An Augmented Reality framework for Distributed Graphical Simultaneous Localization and Mapping (SLAM)

Authors

  • Deepa Sirse Research Scholar, Department of Electronics and Communication Engineering, Visvesvaraya Technological University (VTU), Belagavi, India
  • Baswaraj Gadgay Professor and Regional Director, Visvesvaraya Technological University (VTU), Regional Campus, Kalaburagi-585105, Karnataka, India

Keywords:

SLAM, intersections, mediator, representatives, mitigation, guesstimating, solicitations

Abstract

Graphic SLAM (Simultaneous Localization and Mapping) have used for markerless following in augmented reality based solicitations. Disseminated SLAM assistances numerous representatives toward collaboratively discover plus construct a worldwide chart of the surroundings though guesstimating their positions in the situation. Individual of the foremost contests in Disseminated SLAM is to recognize native diagram intersections of these representatives, particularly the minute their preliminary qualified situations are not acknowledged.
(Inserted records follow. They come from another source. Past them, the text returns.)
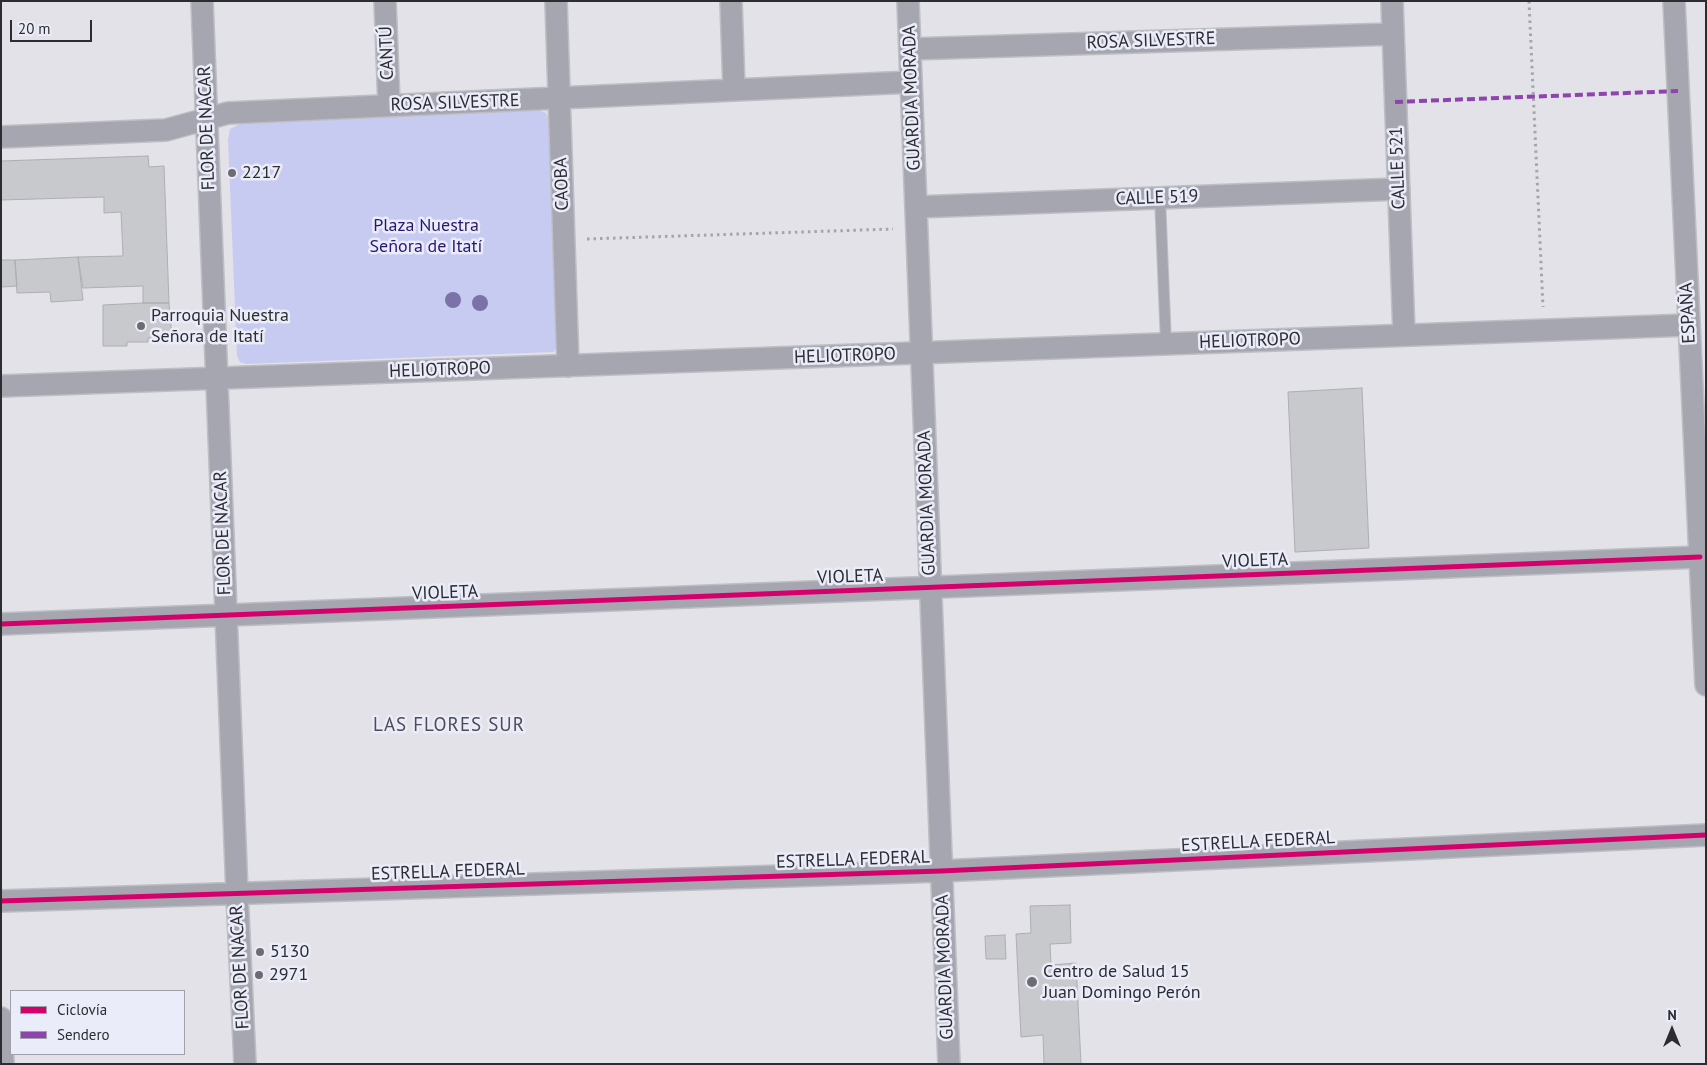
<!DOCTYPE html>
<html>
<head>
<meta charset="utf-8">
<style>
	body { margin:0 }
	#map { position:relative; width:1707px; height:1065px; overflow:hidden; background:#e2e2e8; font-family:"PT Sans",sans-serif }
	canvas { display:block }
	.frame { position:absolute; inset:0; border:2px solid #2c2d31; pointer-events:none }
	.legend { position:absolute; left:10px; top:990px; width:175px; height:65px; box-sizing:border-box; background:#ebecf9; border:1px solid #9fa0a9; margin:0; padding:6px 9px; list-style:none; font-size:15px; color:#2c2d31 }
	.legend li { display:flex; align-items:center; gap:10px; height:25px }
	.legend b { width:25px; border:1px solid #9fa0a9 }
	.north { position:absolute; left:1647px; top:1005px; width:50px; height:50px; -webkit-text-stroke:4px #ebecf9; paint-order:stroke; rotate:0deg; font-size:14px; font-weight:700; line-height:20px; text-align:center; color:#2c2d31 }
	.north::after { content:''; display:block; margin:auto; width:18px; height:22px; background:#2c2d31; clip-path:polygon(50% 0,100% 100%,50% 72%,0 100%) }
	.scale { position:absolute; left:10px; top:20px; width:82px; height:22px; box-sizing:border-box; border:2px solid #2c2d31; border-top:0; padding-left:6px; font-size:15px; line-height:18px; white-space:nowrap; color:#2c2d31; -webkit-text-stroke:4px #ebecf9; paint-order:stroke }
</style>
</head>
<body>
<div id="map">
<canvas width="1707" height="1065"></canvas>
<div class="frame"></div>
<ul class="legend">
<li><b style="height:6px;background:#d6006c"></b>Ciclovía</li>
<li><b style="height:6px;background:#8e44ad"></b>Sendero</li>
</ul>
<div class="north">N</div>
<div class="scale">20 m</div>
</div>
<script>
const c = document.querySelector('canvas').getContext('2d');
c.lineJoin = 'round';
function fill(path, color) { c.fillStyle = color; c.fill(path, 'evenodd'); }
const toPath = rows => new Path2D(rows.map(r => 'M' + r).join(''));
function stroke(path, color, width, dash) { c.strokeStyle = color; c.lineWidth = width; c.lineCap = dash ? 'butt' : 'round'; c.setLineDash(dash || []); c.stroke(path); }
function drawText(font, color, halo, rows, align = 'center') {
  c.font = font + ' "PT Sans",sans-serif'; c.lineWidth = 5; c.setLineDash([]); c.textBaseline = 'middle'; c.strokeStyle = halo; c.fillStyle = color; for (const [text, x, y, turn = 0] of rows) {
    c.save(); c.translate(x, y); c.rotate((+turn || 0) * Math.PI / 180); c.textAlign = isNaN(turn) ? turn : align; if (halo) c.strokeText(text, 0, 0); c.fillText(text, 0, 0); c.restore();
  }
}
const green = toPath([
	[538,110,546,113,549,119,558,344,554,352,246,364,240,362,237,356,228,140,230,129,240,124]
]);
const building = toPath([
	[148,156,149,167,164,166,169,303,143,303,143,286,83,288,78,257,123,256,121,212,104,213,104,197,1,200,1,161,148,156],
	[78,257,83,300,51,302,50,292,17,293,15,260,78,257],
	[1,260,15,260,17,286,1,287,1,260],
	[143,303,169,303,172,338,148,338,148,342,127,342,127,346,103,346,103,305,143,303],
	[1362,388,1369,548,1295,552,1288,392,1362,388],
	[1070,905,1071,943,1050,944,1051,965,1076,963,1081,1064,1044,1064,1043,1035,1021,1037,1016,934,1031,933,1030,906,1070,905],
	[1005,935,1006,959,986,959,985,936,1005,935]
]);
const path = toPath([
	[1529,1,1543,307],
	[587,239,893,229]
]);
const service = toPath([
	[1160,198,1166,344]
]);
const minor = toPath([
	[202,1,237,893,245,1064],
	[385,1,389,105],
	[556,1,568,366],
	[731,1,734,90],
	[908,1,949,1064],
	[1392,1,1404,335],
	[1674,1,1706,685],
	[910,49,1393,34],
	[1,137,166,130,228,113,911,82],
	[916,207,1399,189],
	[1,386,1689,325],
	[1,624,1700,557],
	[1,901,941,871,1706,835],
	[1,1018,3,1064]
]);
const quiet = toPath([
	[1395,102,1678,91]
]);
const cycleway = toPath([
	[1,624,1700,557],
	[1,901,941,871,1706,835]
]);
const trees = [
	[453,300],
	[480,303]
];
const markers = [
	[232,173,5,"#6c6c71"],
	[141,326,5,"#6c6c71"],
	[260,952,5,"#6c6c71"],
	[259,975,5,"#6c6c71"],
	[1032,982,6,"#6c6c71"]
];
const streetNames = [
	["ROSA SILVESTRE",1151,41,-2],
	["CANTÚ",387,53,-92],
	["GUARDIA MORADA",912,98,-92],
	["ROSA SILVESTRE",455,103,-2],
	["FLOR DE NACAR",207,128,-92],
	["CALLE 521",1398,168,-92],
	["CAOBA",562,184,-92],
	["CALLE 519",1157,198,-2],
	["ESPAÑA",1688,313,-93],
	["HELIOTROPO",1250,341,-2],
	["HELIOTROPO",845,356,-2],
	["HELIOTROPO",440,370,-2],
	["GUARDIA MORADA",927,503,-92],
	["FLOR DE NACAR",223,533,-92],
	["VIOLETA",1255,561,-2],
	["VIOLETA",850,577,-2],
	["VIOLETA",445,593,-2],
	["ESTRELLA FEDERAL",1258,842,-3],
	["ESTRELLA FEDERAL",853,860,-2],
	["ESTRELLA FEDERAL",448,872,-2],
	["FLOR DE NACAR",240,967,-93],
	["GUARDIA MORADA",945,967,-92]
];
const poiNames = [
	["2217",242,173],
	["Parroquia Nuestra",151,316],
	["Señora de Itatí",151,337],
	["5130",270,952],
	["Centro de Salud 15",1043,972],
	["Juan Domingo Perón",1043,993],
	["2971",269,975]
];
const parkNames = [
	["Plaza Nuestra",426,226],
	["Señora de Itatí",426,247]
];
const neighbourhoodNames = [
	["LAS FLORES SUR",449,726]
];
fill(green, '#c8cbf1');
fill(building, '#c8c9cd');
stroke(building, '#adaeb3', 1);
stroke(service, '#bebfc3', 12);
stroke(minor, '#bebfc3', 24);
stroke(path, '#a4a4ac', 3, [2.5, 4]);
stroke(service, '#a5a6b0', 10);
stroke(minor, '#a5a6b0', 21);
stroke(quiet, '#8e44ad', 4, [8, 4]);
stroke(cycleway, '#d6006c', 5);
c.fillStyle = '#7b72a8';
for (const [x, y] of trees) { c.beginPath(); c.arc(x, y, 8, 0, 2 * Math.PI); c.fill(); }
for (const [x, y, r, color] of markers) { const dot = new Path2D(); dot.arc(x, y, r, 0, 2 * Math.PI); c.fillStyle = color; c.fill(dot); stroke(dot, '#ebecf9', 2); }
drawText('18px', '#2c2d31', '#ebecf9', streetNames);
drawText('18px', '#2c2d31', '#ebecf9', poiNames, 'left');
drawText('18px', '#271774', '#ebecf9', parkNames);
c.letterSpacing = '1px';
drawText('19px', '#4c4d58', '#ebecf9', neighbourhoodNames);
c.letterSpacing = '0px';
</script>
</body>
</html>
To overcome this mitigation developing a combined AR structure through spontaneously stirring representatives consuming no awareness of their early virtual locations. Every single mediator in this proposed agenda customs a camera by means of the single participation method used for its SLAM progression. Additionally, the outline recognizes record intersections of representatives via an appearance-based technique.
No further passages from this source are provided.